Zuwanderung in die Sozialsysteme ist doch einer der wesentlichen Gründe für die Schieflage der Rente. Und jetzt soll es Zuwanderung richten? Schröder will hier Feuer mit Benzin löschen...
Vorab: wen oder was meinst Du mit "Schroeder"?
Wir haben da die ehemalige Bundesministerin für Familie, Senioren, Frauen und Jugend: Kristina Schröder - wir haben des Weiteren einen Ole Schröder - CDU-Bundestagsabgeordneter Kreis Pinneberg.
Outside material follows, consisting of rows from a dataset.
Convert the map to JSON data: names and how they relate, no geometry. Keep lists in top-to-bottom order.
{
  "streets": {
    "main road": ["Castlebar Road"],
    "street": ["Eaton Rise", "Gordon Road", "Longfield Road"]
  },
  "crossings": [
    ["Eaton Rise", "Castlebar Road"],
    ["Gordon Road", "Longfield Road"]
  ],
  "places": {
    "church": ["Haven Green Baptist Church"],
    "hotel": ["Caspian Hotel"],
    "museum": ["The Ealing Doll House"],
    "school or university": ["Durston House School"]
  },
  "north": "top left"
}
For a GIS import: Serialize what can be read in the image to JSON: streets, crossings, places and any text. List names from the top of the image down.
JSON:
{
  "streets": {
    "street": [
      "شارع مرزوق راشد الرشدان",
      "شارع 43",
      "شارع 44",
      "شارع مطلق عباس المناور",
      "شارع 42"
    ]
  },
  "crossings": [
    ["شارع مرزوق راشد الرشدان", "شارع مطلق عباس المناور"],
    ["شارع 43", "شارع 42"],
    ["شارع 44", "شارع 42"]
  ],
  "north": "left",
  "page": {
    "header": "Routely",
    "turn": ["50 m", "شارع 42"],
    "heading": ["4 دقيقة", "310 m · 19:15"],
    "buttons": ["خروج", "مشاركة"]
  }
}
Oder meintest Du etwa den ehemaligen Bundeskanzler Gerhard Schröder?
Was aber hat dieser mit der (jetzigen) Zuwanderung zu tun?

Darüber hinaus:
hast Du schonmal was von der Rentenformel gehört?
    ... wonach jeder Arbeitnehmer Anteile des Lohns an die gesetzliche Rentenversicherung abgeben muß, er aber für die Berechnung des Rentenanspruchs ... seines Rentenanspruchs Endgeltpunkte erwirbt?
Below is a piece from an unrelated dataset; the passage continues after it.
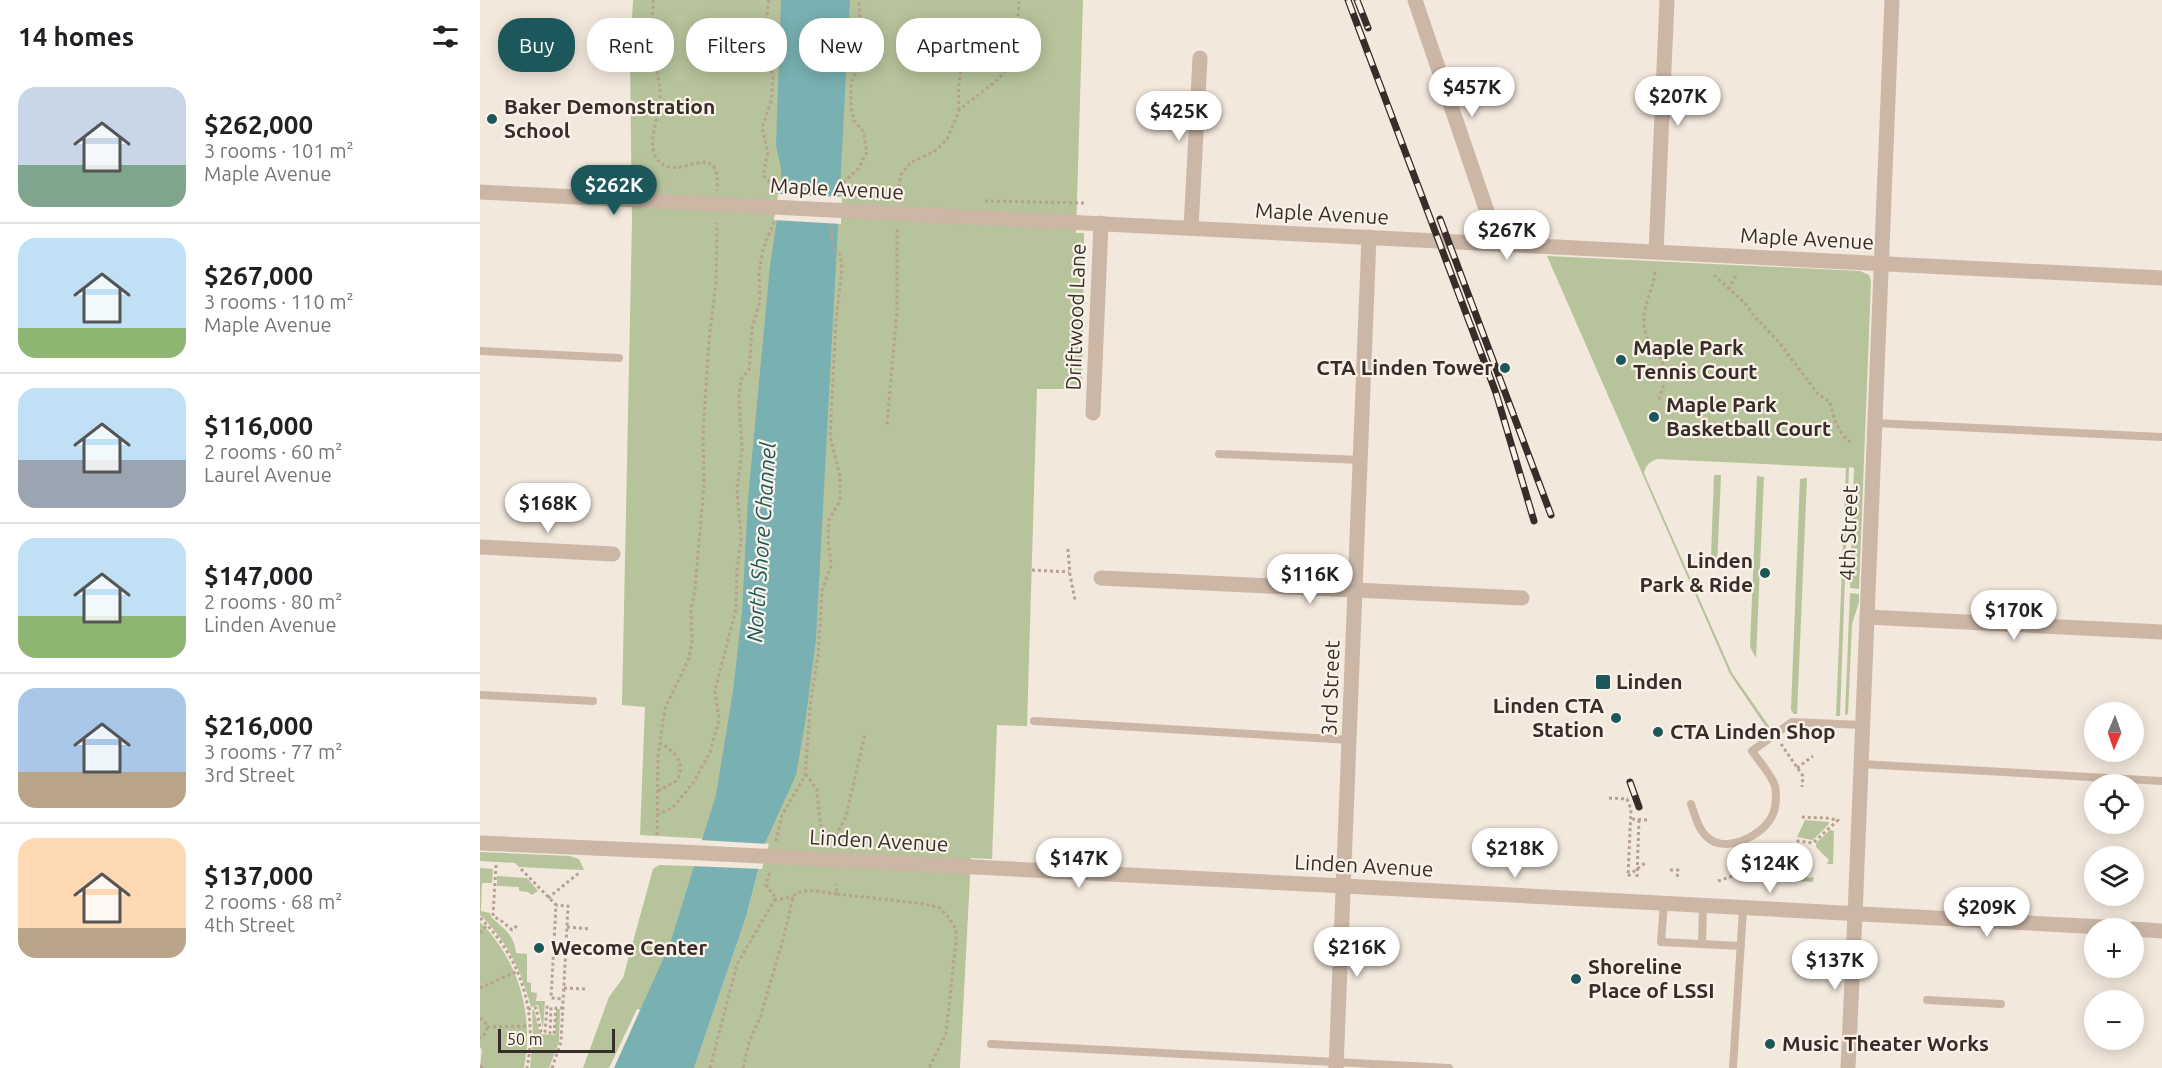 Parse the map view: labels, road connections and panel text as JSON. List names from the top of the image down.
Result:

Es ist nämlich etwas komplizierter, als Du oder so mancher Schreihals es assoziiert.
Rentenformel:
    Monatliche Rente = Entgeltpunkte x Zugangsfaktor x aktueller Rentenwert x Rentenartfaktor
Die Entgeltpunkte werden aufgrund von Einkommen und Durchschnittsverdienst aller Versicherten errechnet. Entspricht also Dein Verdienst dem Durchschnittseinkommen, bekommst Du einen (1) Endgeltpunkte - ist Dein Gehalt höher oder niederiger, als das Durchschnittseinkommen, so erhälst Du entsprechend mehr oder weniger Entgeltpunkte.
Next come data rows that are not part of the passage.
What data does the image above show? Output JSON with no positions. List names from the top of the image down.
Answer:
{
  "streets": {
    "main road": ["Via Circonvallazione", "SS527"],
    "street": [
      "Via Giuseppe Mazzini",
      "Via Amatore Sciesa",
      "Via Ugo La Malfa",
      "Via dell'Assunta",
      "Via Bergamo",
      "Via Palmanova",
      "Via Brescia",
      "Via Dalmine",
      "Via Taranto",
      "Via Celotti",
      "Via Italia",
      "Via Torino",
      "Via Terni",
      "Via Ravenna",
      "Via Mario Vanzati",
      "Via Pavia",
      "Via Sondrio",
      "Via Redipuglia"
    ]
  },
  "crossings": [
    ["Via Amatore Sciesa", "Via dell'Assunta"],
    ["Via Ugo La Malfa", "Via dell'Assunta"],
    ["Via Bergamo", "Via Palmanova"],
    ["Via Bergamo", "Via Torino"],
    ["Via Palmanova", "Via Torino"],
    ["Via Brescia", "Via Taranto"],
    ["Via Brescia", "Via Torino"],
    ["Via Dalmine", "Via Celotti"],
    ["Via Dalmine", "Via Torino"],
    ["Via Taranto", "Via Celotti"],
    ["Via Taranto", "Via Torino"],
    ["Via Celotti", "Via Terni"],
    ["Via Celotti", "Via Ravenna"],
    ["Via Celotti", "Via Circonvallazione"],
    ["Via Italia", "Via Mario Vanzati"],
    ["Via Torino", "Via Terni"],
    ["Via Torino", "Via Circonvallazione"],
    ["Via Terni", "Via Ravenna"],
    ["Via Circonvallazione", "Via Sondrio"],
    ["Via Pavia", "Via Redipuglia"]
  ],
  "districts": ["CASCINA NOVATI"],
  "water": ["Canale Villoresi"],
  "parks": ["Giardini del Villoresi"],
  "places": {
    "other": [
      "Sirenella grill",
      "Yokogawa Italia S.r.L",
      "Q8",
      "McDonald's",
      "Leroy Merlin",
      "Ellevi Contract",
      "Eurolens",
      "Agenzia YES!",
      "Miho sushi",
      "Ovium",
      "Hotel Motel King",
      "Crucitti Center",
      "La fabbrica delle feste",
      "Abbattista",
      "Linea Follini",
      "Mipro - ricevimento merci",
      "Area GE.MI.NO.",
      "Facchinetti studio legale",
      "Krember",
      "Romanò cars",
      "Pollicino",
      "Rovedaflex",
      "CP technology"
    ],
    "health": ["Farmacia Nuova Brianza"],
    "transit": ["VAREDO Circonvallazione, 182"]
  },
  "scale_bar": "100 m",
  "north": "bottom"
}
Der Zugangsfaktor und der Rentenartfaktor entsprechen jeweils Deiner individuellen Situation(en) - wer früher in Rente geht, muß Abschläge in Kauf nehmen. Wenn Du später als die Regelaltersgrenze in Rente gehst - also: länger arbeitest, erhälst Du im Umkehrschluß Zuschläge auf Deine monatliche Rente. Altersrenten, Erziehungsrenten und Renten wegen voller Erwerbsminderung haben den Rentenartfaktor-Wert 1 - teilweise Erwerbsminderung entspricht dem Wert 0,5 - bei Witwenrenten beträgt der Faktor 0,55 oder 0,6 - Vollwaisenrenten erhalten einen Wert von 0,2 und Halbwaisenrenten einen Wert von 0,1.
Einzig der aktuelle Rentenwert wird durch Politik beeinflußt - weil er von Zeit zu Zeit angepaßt und beschloßen werden muß. Er wird aber anhand der Rentenanpassungsformel ermittelt und richtet sich weitgehend nach der Lohnentwicklung der beitragspflichtigen Löhne und Gehälter des vorvergangenen Jahres. In der Rentenanpassungsformel sind zudem noch verschiedene Faktoren berücksichtigt: der Riesterfaktor und der Nachhaltigkeitsfaktor sowie die Schutzklausel. Zur Zeit beträgt der Wert eines Entgeltpunktes 28,61 € in Westdeutschland und 26,39 € in Ostdeutschland.

Du siehst:
Deine "Zuwanderung in die Sozialsysteme" hat also wenig Auswirkungen auf Deine Rente!
    ... schon gar nicht ist dies "einer der wesentlichen Gründe für die Schieflage der Rente."
Ich empfehle Dir dazu mal entsprechende Fachliteratur ... oder laß es Dir von jemandem erklären, der etwas davon versteht.